Das Buch als Befreiung – „Gebrochenes Schweigen“ als persönlicher Gewinn
Er wird berufsunfähig, sucht nach der Antwort auf das Warum und wird mit und mit fündig. Es ist ein schmerzhafter und steiniger Weg, sich den Erlebnissen der Kindheit zu stellen, aber die Grundlage für die psychische Gesundung. Über die Familie seiner Mutter weiß er einiges, hat als Kind auch die Großeltern und den Patenonkel besucht, aber über die Familie seines Vaters weiß er nichts. Und seine sieben Jahre dauernde Suche beginnt, sie führt ihn zu vielen Orten in Deutschland und in zahlreiche Archive.
Dort habe er teils sehr große Unterstützung und persönlichen Einsatz der Archivare erfahren, die ihn mit teils unerwartetem Material versorgt hätten. Das Haus seiner Kindheit hat er wieder besucht, und gesucht, nach einem Ort der Wärme. Doch sowohl in der Erinnerung wie in der Gegenwart fand er dort nur Kälte. Die heutigen Bewohner, mit denen er vor Ort sprach, berichteten davon, dass besonders in zwei Räumen deutliche Dissonanzen spürbar seien.
Kriegserfahrungen und NS-Vergangenheit – Die Entdeckung der Rolle des Vaters
Was er bei der Suche findet, geht manches Mal an die Substanz. Dass sein Vater bei der Leibstandarte Adolf Hitlers war, habe ihn tief getroffen. Nicht nur bei dieser Entdeckung hat der Familienforscher Tränen in den Augen. Auch das Schicksal einiger Familienangehöriger, von deren Existenz er vor seiner Forschung keine Ahnung hat, ist zutiefst bewegend.

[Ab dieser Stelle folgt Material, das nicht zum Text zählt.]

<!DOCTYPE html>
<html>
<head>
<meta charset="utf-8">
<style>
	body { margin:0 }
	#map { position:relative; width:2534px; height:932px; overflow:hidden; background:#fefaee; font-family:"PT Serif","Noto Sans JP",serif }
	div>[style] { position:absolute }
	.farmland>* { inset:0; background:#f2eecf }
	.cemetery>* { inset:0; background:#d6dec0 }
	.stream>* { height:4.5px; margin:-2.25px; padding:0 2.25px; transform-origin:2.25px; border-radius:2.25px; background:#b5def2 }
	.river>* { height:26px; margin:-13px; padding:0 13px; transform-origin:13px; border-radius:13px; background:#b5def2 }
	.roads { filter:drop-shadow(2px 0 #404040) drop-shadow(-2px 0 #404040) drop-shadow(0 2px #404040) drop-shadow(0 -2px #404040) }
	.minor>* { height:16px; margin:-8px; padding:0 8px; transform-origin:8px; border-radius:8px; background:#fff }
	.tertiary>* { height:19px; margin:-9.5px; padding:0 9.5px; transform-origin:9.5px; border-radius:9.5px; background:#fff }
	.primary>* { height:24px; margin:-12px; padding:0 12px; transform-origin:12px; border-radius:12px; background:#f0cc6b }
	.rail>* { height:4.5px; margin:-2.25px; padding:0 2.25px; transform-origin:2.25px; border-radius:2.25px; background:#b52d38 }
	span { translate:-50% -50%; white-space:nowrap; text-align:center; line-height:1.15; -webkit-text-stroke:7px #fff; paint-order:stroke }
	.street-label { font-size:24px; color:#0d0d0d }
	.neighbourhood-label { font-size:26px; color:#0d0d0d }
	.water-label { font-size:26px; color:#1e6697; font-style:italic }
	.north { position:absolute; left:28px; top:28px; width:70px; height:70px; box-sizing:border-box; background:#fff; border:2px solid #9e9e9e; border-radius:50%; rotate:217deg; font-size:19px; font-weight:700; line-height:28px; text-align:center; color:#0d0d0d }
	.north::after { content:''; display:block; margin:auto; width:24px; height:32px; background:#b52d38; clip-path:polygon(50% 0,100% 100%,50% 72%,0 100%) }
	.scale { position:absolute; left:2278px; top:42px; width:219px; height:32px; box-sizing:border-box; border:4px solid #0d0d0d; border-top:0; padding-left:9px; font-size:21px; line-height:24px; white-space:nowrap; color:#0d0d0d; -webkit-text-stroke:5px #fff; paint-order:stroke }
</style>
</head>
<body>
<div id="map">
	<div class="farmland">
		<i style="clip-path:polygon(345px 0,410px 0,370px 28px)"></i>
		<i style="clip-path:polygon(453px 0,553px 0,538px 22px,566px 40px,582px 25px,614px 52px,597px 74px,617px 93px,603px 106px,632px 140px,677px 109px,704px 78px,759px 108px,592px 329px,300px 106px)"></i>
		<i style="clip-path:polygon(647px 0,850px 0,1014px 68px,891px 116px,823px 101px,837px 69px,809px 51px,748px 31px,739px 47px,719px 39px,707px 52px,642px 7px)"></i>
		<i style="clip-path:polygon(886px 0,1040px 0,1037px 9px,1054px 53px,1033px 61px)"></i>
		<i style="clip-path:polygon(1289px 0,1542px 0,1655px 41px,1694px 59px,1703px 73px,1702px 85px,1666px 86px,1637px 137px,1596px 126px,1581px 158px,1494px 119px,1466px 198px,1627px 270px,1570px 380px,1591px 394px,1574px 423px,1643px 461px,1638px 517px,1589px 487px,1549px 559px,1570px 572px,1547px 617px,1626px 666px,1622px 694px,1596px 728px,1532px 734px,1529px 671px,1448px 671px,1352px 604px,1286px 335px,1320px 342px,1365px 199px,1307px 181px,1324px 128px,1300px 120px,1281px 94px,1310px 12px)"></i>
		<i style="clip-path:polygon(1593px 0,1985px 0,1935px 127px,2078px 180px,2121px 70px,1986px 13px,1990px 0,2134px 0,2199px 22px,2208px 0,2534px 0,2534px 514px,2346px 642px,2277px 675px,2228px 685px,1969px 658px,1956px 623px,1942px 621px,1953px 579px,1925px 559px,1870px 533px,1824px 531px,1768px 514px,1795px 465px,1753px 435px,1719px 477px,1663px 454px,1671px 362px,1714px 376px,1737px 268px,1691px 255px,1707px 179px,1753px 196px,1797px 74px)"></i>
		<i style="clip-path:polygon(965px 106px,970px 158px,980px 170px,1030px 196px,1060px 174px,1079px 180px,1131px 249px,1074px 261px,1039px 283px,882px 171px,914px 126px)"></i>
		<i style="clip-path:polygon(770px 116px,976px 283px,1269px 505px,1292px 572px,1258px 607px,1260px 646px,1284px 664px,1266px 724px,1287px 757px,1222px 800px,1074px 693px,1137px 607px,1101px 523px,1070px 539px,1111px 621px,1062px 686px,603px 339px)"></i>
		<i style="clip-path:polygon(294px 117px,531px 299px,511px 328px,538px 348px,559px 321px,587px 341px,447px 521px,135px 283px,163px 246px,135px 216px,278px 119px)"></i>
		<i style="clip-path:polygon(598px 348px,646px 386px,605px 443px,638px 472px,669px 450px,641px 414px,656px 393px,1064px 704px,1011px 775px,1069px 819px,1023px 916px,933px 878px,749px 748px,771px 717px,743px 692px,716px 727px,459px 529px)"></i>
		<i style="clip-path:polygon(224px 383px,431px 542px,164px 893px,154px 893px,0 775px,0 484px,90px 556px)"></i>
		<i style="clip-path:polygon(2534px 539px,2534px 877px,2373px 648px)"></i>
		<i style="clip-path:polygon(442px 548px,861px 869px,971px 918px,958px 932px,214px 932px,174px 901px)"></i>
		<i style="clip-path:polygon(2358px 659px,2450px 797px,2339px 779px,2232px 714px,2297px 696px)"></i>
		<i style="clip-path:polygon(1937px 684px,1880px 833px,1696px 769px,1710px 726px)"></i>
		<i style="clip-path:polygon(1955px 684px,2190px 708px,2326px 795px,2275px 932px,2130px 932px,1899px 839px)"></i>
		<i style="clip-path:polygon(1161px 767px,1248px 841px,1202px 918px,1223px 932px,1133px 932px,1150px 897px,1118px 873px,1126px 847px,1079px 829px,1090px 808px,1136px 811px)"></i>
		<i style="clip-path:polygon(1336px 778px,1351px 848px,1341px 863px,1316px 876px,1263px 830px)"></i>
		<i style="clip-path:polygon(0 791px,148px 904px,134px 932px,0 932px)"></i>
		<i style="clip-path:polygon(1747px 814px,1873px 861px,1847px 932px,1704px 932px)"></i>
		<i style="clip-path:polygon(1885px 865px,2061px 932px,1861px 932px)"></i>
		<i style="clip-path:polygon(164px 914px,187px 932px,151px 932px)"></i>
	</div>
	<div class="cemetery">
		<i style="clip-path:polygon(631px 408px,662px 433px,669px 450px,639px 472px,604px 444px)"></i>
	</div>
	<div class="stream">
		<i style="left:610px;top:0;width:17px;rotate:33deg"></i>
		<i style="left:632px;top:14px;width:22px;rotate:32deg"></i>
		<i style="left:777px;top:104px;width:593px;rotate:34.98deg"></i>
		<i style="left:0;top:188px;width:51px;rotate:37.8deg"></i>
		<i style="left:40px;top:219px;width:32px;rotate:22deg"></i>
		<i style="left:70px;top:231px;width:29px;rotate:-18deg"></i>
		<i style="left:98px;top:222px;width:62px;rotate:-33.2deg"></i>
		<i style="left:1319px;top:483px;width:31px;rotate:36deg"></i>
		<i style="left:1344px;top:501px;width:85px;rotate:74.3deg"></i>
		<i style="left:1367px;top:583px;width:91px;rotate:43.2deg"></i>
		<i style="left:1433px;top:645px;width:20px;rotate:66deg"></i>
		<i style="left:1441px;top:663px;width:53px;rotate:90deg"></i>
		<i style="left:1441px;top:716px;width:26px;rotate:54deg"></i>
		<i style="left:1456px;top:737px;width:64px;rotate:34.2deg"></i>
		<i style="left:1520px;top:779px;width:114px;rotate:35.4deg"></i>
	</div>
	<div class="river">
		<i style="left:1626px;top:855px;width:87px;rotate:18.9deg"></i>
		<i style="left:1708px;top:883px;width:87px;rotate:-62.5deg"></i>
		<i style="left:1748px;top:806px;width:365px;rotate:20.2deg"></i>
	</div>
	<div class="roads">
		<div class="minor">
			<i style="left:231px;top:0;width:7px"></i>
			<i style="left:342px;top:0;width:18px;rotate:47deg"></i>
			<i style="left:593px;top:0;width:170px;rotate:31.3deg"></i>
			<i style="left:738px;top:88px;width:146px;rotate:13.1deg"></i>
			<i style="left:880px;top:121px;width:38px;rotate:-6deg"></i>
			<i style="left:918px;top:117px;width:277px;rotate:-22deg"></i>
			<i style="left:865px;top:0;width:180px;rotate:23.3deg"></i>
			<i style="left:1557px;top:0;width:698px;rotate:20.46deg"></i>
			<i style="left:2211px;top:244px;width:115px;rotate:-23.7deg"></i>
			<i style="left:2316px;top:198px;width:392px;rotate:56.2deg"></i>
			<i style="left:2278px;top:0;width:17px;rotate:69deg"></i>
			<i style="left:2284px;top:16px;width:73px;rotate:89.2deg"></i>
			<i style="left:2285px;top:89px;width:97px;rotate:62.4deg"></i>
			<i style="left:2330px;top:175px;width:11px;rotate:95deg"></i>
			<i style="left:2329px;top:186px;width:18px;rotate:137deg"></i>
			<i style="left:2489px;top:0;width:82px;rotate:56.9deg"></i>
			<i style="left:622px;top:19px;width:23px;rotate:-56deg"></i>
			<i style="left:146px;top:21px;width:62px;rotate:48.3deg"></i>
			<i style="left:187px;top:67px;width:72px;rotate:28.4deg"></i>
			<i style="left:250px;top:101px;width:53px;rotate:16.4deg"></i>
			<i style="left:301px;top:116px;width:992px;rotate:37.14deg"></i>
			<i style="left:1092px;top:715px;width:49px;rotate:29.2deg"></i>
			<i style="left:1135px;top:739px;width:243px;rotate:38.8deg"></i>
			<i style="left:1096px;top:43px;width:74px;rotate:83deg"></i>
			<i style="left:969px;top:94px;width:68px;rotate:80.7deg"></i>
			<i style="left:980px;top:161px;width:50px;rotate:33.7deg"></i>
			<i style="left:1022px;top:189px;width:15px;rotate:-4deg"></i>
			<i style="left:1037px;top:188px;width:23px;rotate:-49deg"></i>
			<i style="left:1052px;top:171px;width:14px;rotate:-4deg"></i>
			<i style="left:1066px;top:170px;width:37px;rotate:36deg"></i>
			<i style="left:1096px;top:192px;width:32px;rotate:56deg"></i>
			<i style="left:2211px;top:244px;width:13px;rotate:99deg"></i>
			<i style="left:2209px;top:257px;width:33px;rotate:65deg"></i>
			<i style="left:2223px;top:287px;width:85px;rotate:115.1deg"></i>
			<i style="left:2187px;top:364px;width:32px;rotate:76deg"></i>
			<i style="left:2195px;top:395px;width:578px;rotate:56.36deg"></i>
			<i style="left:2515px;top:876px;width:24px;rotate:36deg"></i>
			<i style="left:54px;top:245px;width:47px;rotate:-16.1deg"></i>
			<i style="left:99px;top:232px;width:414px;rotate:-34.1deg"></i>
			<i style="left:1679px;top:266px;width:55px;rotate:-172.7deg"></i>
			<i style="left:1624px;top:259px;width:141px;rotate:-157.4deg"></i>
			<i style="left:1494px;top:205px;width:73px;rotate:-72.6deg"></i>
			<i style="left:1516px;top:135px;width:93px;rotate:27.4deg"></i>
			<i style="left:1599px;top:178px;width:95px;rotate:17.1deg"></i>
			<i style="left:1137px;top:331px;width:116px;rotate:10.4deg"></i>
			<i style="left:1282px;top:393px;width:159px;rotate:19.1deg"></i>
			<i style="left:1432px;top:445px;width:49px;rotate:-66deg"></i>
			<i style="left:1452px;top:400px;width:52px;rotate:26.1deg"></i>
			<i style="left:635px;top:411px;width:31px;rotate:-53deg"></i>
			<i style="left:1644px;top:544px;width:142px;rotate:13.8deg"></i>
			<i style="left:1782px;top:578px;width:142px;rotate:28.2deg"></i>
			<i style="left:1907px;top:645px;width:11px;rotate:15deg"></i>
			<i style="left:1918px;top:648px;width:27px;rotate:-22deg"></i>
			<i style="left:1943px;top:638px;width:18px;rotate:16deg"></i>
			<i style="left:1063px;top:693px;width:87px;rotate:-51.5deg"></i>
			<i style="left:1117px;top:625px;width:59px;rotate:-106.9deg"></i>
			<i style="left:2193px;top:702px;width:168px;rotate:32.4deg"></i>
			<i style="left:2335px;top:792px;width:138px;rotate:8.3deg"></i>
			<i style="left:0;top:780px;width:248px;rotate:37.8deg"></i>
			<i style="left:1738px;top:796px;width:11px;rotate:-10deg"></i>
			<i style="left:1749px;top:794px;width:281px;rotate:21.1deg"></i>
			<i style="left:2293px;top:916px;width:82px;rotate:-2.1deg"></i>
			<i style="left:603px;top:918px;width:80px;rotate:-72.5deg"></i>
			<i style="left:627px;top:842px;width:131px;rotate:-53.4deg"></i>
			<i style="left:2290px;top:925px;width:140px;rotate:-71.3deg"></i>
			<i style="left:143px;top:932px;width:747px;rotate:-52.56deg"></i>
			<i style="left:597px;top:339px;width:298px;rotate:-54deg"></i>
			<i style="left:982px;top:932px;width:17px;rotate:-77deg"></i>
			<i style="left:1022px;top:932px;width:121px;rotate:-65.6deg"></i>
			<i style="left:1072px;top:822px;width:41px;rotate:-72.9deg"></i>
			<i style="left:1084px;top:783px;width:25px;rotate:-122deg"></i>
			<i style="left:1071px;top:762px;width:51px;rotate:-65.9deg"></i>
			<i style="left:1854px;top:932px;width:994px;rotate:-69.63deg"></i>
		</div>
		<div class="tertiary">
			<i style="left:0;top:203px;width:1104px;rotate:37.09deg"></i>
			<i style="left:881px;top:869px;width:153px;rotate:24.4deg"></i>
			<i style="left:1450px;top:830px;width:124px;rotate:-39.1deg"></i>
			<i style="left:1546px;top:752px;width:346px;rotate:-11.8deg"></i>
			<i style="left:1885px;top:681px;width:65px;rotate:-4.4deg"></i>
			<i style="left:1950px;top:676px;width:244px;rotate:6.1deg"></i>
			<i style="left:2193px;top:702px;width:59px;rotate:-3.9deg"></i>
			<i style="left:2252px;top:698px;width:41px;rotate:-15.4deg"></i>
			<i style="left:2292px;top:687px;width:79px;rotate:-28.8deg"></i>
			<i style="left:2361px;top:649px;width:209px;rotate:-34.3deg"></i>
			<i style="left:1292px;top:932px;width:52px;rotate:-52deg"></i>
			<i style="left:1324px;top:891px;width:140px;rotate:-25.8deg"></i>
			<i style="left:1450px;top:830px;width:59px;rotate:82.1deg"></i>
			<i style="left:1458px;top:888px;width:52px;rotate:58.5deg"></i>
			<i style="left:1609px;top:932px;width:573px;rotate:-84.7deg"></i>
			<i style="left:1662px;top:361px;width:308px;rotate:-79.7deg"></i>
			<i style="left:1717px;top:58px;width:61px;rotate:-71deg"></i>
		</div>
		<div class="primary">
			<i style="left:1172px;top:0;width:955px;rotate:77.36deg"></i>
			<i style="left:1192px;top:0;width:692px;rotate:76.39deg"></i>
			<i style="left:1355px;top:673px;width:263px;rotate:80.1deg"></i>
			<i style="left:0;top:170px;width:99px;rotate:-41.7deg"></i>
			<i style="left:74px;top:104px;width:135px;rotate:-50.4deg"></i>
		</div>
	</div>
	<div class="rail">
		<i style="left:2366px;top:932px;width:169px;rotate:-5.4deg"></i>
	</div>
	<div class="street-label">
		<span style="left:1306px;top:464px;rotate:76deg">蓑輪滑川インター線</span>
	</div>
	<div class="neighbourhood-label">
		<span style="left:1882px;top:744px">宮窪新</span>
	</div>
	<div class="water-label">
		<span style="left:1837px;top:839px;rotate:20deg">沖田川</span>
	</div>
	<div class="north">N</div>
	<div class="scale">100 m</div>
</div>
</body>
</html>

Es gibt so viele Geschichten (einige sind noch zu erzählen), so viel Geschichte, so viel Trauriges und Verstörendes, aber auch Positives, das den Weg in das Buch gefunden, vieles fügte sich zusammen, und das war nicht immer nur Zufall, ist Hohmuth überzeugt. Verstehen könne er jetzt manches, aber nicht alles verzeihen. Man müsse die nachfolgende Generation schützen, indem gerade über das eigentlich Unsagbare, über die Schuld, gesprochen wird, damit eine Vererbungslinie unterbrochen wird.
„Die Last der unverarbeiteten Vergangenheit schien für die Eltern zu einer schweren Hypothek geworden zu sein. Sie haben uns Nachkriegskindern ihre Last einfach aufgebürdet und ließen uns damit alleine“, so Hohmuth. Sein Graben hinter verschlossenen Türen hat sich gelohnt, er hat die Antworten gefunden, die er gesucht hat. Auch wenn das für ihn und seine Familie teilweise sehr schmerzhaft war.
Mit dem Buch bricht er das Schweigen, es ist eine Befreiung und sein größter Gewinn. Das Buch hat er für sich und seine Familie geschrieben und im Selbstverlag in wenigen Exemplaren herausgegeben. Jetzt sucht er einen Verlag. Und das Werk, das nicht nur eine sehr persönliche Familiengeschichte, sondern ein Stück deutscher Geschichte ist, hat eine größere Leserschaft verdient.